What’s your best riff on the negroni? Or your favorite alternative to another classic cocktail?
Soup for breakfast? And on a summer day like today? But yes. The Morning Soup at Dolina Cafe & Bakery is built with a light lamb bone broth and just the right amount of wild rice, with thinly sliced caramelized onions lending a shade of sweet. If you need confirmation that this delectable dish is fitting for your day’s first meal, look to the perfectly poached egg floating near the soup’s surface.
Pop-Ups & Festivals
Theater has struggled in the COVID era, so we are happy to report that Duke City Repertory Theatre and Tricklock Company have partnered with Farm & Table for another season of Theater on the Farm. The play does not include dinner but with the proper planning, dinner can be had prior to the performance, a hybrid work whose title includes the timely phrase “how to people again.”
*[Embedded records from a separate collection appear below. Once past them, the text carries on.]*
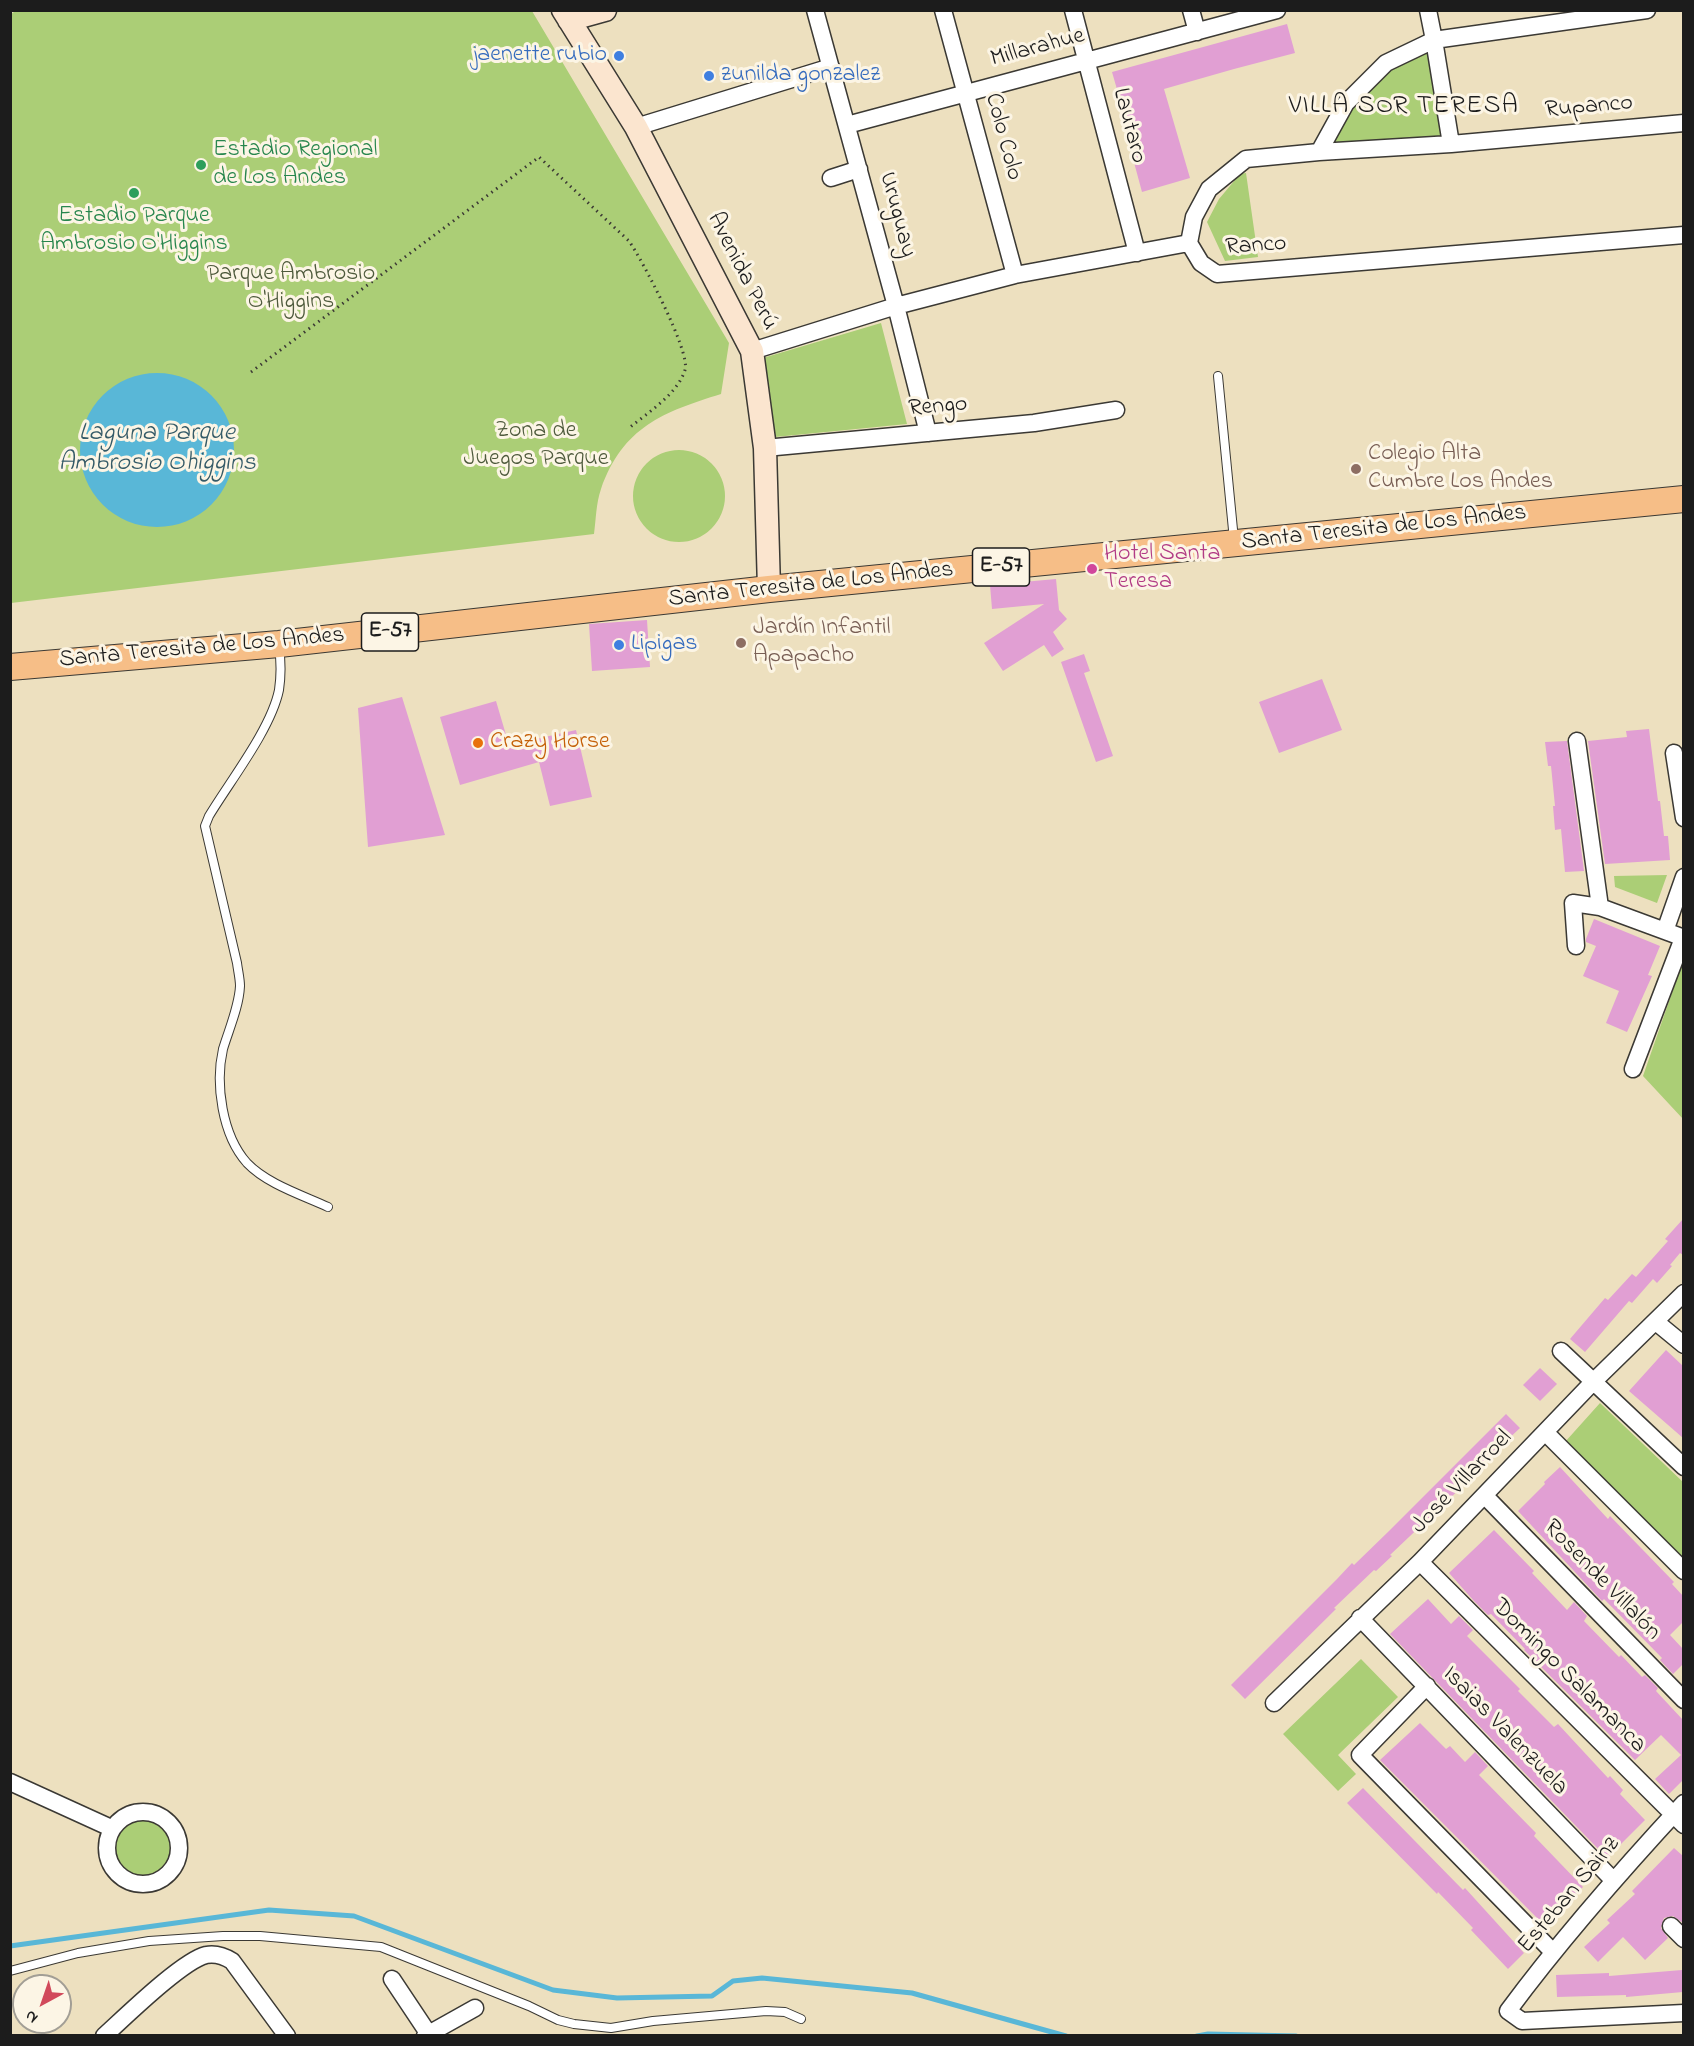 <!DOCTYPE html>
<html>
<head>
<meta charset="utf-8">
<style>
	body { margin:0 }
	#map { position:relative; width:1694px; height:2046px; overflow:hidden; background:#ede0bf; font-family:"Indie Flower",sans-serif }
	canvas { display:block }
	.frame { position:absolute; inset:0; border:12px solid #1c1c1c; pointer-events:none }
	.north { position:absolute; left:12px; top:1974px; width:60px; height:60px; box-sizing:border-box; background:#fcf5e5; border:2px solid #a29e95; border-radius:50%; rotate:220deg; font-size:16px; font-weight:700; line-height:24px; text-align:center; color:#1c1c1c }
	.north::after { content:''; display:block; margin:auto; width:21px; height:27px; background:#d1495b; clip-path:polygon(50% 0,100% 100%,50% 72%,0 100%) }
</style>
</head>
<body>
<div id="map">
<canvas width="1694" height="2046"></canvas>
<div class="frame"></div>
<div class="north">N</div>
</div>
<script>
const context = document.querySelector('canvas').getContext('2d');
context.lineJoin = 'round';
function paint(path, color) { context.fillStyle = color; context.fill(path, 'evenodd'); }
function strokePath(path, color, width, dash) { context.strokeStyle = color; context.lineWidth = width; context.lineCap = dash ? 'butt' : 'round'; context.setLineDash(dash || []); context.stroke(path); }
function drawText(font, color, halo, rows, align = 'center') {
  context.font = font + ' "Indie Flower",sans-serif'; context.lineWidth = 6; context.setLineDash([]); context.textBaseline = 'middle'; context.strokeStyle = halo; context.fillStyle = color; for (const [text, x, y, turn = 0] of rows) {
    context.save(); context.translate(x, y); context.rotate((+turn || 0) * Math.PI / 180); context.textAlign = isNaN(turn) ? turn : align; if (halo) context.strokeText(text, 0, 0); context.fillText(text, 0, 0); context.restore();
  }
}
paint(new Path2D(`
	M17 10 532 11 729 343 721 394C663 412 623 427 601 489 596 503 596 520 594 534L11 603V14Z
	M1428 50 1441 137 1332 143 1351 109 1390 71Z
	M1246 173 1258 257 1225 261 1207 222 1219 199 1240 174Z
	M881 323 907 424 775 437 763 358Z
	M633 496a46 46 0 1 1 92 0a46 46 0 1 1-92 0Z
	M1667 875 1657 903 1615 887 1614 876Z
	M1683 961V1119L1643 1076Z
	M1600 1403 1683 1482V1564L1565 1442Z
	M1361 1659 1398 1697 1338 1755 1356 1774 1338 1791 1283 1734Z
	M113 1848a30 30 0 1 1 60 0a30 30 0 1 1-60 0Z`), '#abce76');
paint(new Path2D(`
	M80 450a77 77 0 1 1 154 0a77 77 0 1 1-154 0Z`), '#59b7d7');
strokePath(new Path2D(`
	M10 1946 269 1910 354 1916 553 1990 617 1998 712 1996 733 1981 762 1978 912 1993 1066 2036
	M1197 2036 1208 2034 1296 2036`), '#59b7d7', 5);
paint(new Path2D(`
	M1287 24 1295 53 1234 69 1164 89 1190 178 1142 192 1122 118 1125 117 1112 72Z
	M1056 579 1059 610 1067 619 1053 632 1064 649 1052 657 1044 645 1003 671 984 643 1044 604 992 609 990 585Z
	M647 620 650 667 592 671 589 624Z
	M1084 654 1090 671 1084 673 1113 756 1096 762 1061 662Z
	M1322 679 1342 730 1279 753 1259 702Z
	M402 697 445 835 368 847 358 708Z
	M496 701 509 745 576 730 592 797 550 806 539 762 460 785 440 717Z
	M1649 729 1658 801H1660L1664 836H1668L1670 860 1605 864 1588 741 1627 737 1626 731Z
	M1567 741 1584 871 1565 872 1561 829 1555 830 1553 806H1555L1551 766H1548L1545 742Z
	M1594 919 1660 946 1648 975 1652 976 1627 1032 1606 1023 1619 991 1583 976 1596 946 1586 942V939Z
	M1683 1219V1255L1680 1253 1670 1265 1672 1266 1657 1283 1653 1279 1632 1303 1629 1301 1585 1352 1570 1339 1605 1298 1608 1300 1632 1274 1636 1277 1668 1241 1665 1239Z
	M1666 1350 1683 1366V1438L1629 1391Z
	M1540 1368 1557 1384 1540 1401 1523 1385Z
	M1506 1414 1520 1428 1465 1480 1467 1482 1390 1555 1392 1556 1376 1571 1374 1570 1334 1608 1336 1609 1245 1699 1231 1685 1337 1579 1352 1563 1354 1565 1389 1531Z
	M1560 1467 1608 1519 1610 1516 1674 1582 1672 1584 1683 1596V1622L1670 1635 1683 1649V1664L1673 1674 1660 1660 1662 1658 1604 1599 1602 1601 1518 1511 1545 1484 1544 1482Z
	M1494 1530 1534 1571 1532 1573 1567 1610 1574 1602 1587 1616 1584 1621 1619 1657 1621 1655 1642 1677 1645 1675 1658 1688 1656 1691 1683 1720V1780L1669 1794 1655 1779 1681 1755 1661 1735 1635 1760 1524 1650 1525 1649 1491 1614 1488 1615 1474 1601 1449 1573Z
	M1428 1599 1451 1624 1459 1616 1473 1630 1467 1636 1520 1689 1518 1691 1554 1727 1558 1724 1608 1778 1610 1776 1623 1790 1620 1794 1645 1820 1607 1858 1390 1634Z
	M1420 1723 1446 1749 1450 1746 1465 1762 1475 1752 1488 1766 1479 1775 1536 1833 1534 1836 1583 1887 1560 1910 1562 1912 1546 1927 1380 1760Z
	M1363 1788 1463 1890 1465 1888 1524 1953 1508 1969 1471 1930 1473 1928 1438 1892 1437 1894 1347 1803Z
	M1674 1848 1683 1856V1923L1673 1916 1664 1918 1661 1928 1668 1938 1645 1960 1623 1937 1598 1962 1584 1947 1610 1923 1607 1920 1635 1894 1632 1891Z
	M1682 1970 1683 1992 1626 1997V1995L1557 1997 1556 1975 1609 1973V1976Z`), '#e19fd3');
const lane = new Path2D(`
	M1218 376 1234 540
	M279 648C281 661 281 676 279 690 271 729 230 781 209 816L205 826 237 963C238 971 240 979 240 986 239 1007 229 1029 223 1049 215 1084 222 1135 247 1163 267 1184 302 1195 328 1207
	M10 1971 78 1953 149 1941 223 1936H260L381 1947 529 2006 558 2020 574 2024 611 2028 653 2021 766 2011 785 2012 801 2019`);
const street = new Path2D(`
	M815 10 896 306 928 433
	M943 10 1015 275
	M1073 10 1137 253
	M1191 10 1197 32
	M1428 10 1434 40 1451 144
	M847 125 1277 10
	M636 127 831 67
	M1319 152 1346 103 1386 63 1434 40 1647 10
	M831 178 859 169
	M1189 243 1194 217 1209 189 1246 159 1319 152 1451 144 1684 123
	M752 351 896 306 1015 275 1189 243 1201 263 1217 274 1684 235
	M765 448 1034 423 1116 410
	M1577 741 1600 907
	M1674 753 1684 818
	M1665 931 1684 877
	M1576 946 1573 903 1600 907 1684 938
	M1633 1069 1683 938
	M1656 1322 1684 1345
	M1561 1351 1684 1467
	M1545 1432 1684 1571
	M1485 1496 1684 1700
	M1420 1562 1684 1825
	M1360 1618 1613 1880
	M1427 1686 1360 1755 1552 1951
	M1274 1703 1420 1562 1593 1382 1684 1293
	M10 1782 111 1828
	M1684 1803C1622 1870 1562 1938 1508 2011L1522 2021 1684 2013
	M107 1848a36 36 0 1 1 72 0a36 36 0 1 1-72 0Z
	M1671 1926 1684 1939
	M392 1979 428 2033
	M104 2036C125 2017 182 1961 206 1955 216 1953 224 1956 232 1961L287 2036
	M425 2036 475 2008`);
const secondary = new Path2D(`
	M563 10 636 127 752 351 765 448 769 589
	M569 20 605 10`);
const primary = new Path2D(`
	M10 667 279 644 769 589 1684 499`);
strokePath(lane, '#3b3934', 10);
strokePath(street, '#3b3934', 19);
strokePath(secondary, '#3b3934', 25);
strokePath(primary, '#3b3934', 28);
strokePath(new Path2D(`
	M251 372 539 157 629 241C641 258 691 352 685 370 677 395 648 412 628 429`), '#3b3934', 3, [1.5, 4.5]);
strokePath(lane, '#fff', 8);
strokePath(street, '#fff', 16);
strokePath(secondary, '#fbe5cf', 22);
strokePath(primary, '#f6be87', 26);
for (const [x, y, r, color] of [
	[619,56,6,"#3f7fe0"],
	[709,76,6,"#3f7fe0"],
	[201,165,6,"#2e9e5b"],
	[134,193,6,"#2e9e5b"],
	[1356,469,6,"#8d6e63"],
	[1092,569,6,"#d1479c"],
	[741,643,6,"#8d6e63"],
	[619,645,6,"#3f7fe0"],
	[478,743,6,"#e8710a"]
]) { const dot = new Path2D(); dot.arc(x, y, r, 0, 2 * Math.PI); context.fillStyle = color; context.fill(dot); strokePath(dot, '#fcf5e5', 2); }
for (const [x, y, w] of [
	[1001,567,57],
	[390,632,57]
]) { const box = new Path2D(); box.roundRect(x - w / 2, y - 19, w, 38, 4.5); context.fillStyle = '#fcf5e5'; context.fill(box); strokePath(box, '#1c1c1c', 1.5); }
drawText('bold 22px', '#1c1c1c', null, [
	["E-57",1001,567],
	["E-57",390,632]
]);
drawText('24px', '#1c1c1c', '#fcf5e5', [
	["Millarahue",1038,49,-15],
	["Rupanco",1589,108,-5],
	["Lautaro",1128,126,75],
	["Colo Colo",1002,137,75],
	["Uruguay",896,215,75],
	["Ranco",1256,247,-4],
	["Avenida Perú",741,272,63],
	["Rengo",938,408,-5],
	["Santa Teresita de Los Andes",1384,529,-6],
	["Santa Teresita de Los Andes",811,586,-6],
	["Santa Teresita de Los Andes",202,649,-5],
	["José Villarroel",1463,1483,-46],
	["Rosende Villalón",1601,1581,46],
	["Domingo Salamanca",1568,1677,45],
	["Isaias Valenzuela",1504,1732,46],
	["Esteban Sainz",1570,1896,-50]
]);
drawText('24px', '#366cbe', '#fcf5e5', [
	["jaenette rubio",607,56,"right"],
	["zunilda gonzalez",721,76],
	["Lipigas",631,645]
], 'left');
drawText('24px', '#27864d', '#fcf5e5', [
	["Estadio Regional",213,151],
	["de Los Andes",213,179],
	["Estadio Parque",134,217,"center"],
	["Ambrosio O'Higgins",134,245,"center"]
], 'left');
drawText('24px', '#4e5a3c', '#fcf5e5', [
	["Parque Ambrosio",291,275],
	["O'Higgins",291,303],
	["Zona de",536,432],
	["Juegos Parque",536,460]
]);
drawText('24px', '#785e54', '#fcf5e5', [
	["Colegio Alta",1368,455],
	["Cumbre Los Andes",1368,483],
	["Jardín Infantil",753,629],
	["Apapacho",753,657]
], 'left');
drawText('24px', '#b23c85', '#fcf5e5', [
	["Hotel Santa",1104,555],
	["Teresa",1104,583]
], 'left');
drawText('24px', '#c56008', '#fcf5e5', [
	["Crazy Horse",490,743]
], 'left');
context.letterSpacing = '1.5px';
drawText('26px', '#1c1c1c', '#fcf5e5', [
	["VILLA SOR TERESA",1404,108]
]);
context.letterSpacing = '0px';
drawText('italic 26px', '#345a67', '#fcf5e5', [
	["Laguna Parque",157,435],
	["Ambrosio Ohiggins",157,465]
]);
</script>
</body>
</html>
We’ve heard wonderful things about the uttapam at Aruna Cafe in Santa Fe, created by a veteran of Paper Dosa. Chef Dhiru’s first pop-up was two years ago at the Folk Art Market; Aruna is now using a takeout model. Order by Wednesday for Friday’s dinner.
The Indian Pueblo Cultural Center is hosting a series of Intimate Indigenous Experiences—dinners with art and performance whose proceeds support scholarships for Pueblo members. For the first dinner on August 21, executive chef Ray Naranjo will be joined by Benjamin Shendo of Jemez and Cochiti Pueblos.
Looking for vegan food trucks on a Saturday night? Plant Powered Events hosts their next Plant Powered Pop Up Market at the ABQ Collective on August 21.
Picking season is not over yet! In September, you can join the vintners at Vivac Winery for a picking party (followed by a four-course wine lunch and a tour of the winery).
Speaking of wine: the Santa Fe Wine Festival is happening right now. August 14 and 15, 12–6 pm, Las Golondrinas. If you’re learning this too late, worry not; you can still make it to the Harvest Wine Festival September 4 and 5 in Albuquerque and Las Cruces.
Even within city limits, especially in late August after a monsoon season, an abundance of wild foods surrounds us. On August 21, Dryland Wilds leads a walk in Albuquerque to teach participants to identify some invasive and common plants that can be used for food, tea, and skin care.
Abundance comes part and parcel with stewardship, and the next Bosque Restoration Field Day, hosted by the Yerba Mansa Project, Albuquerque Herbalism, and the City of Albuquerque Open Space, takes place September 18. And in case you missed it, Yerba Mansa Project founder and executive director Dara Saville talks about her new book on Southwestern botanical medicine in this archived talk from the Corrales Public library this past spring.
Edible New Mexico just announced the finalists for this year’s Green Chile Cheeseburger Smackdown. Attend in person on September 11 to cast your votes for The Skillet, High Point Grill, Tuerta, Street Food Institute, Fork & Fig, Pajarito Brewpub and Grill, Luminaria Restaurant and Patio, or Turtle Mountain Brewing Company.
Thanks for reading—and thank you to the people who have been mixing and serving our negronis and other delicious things.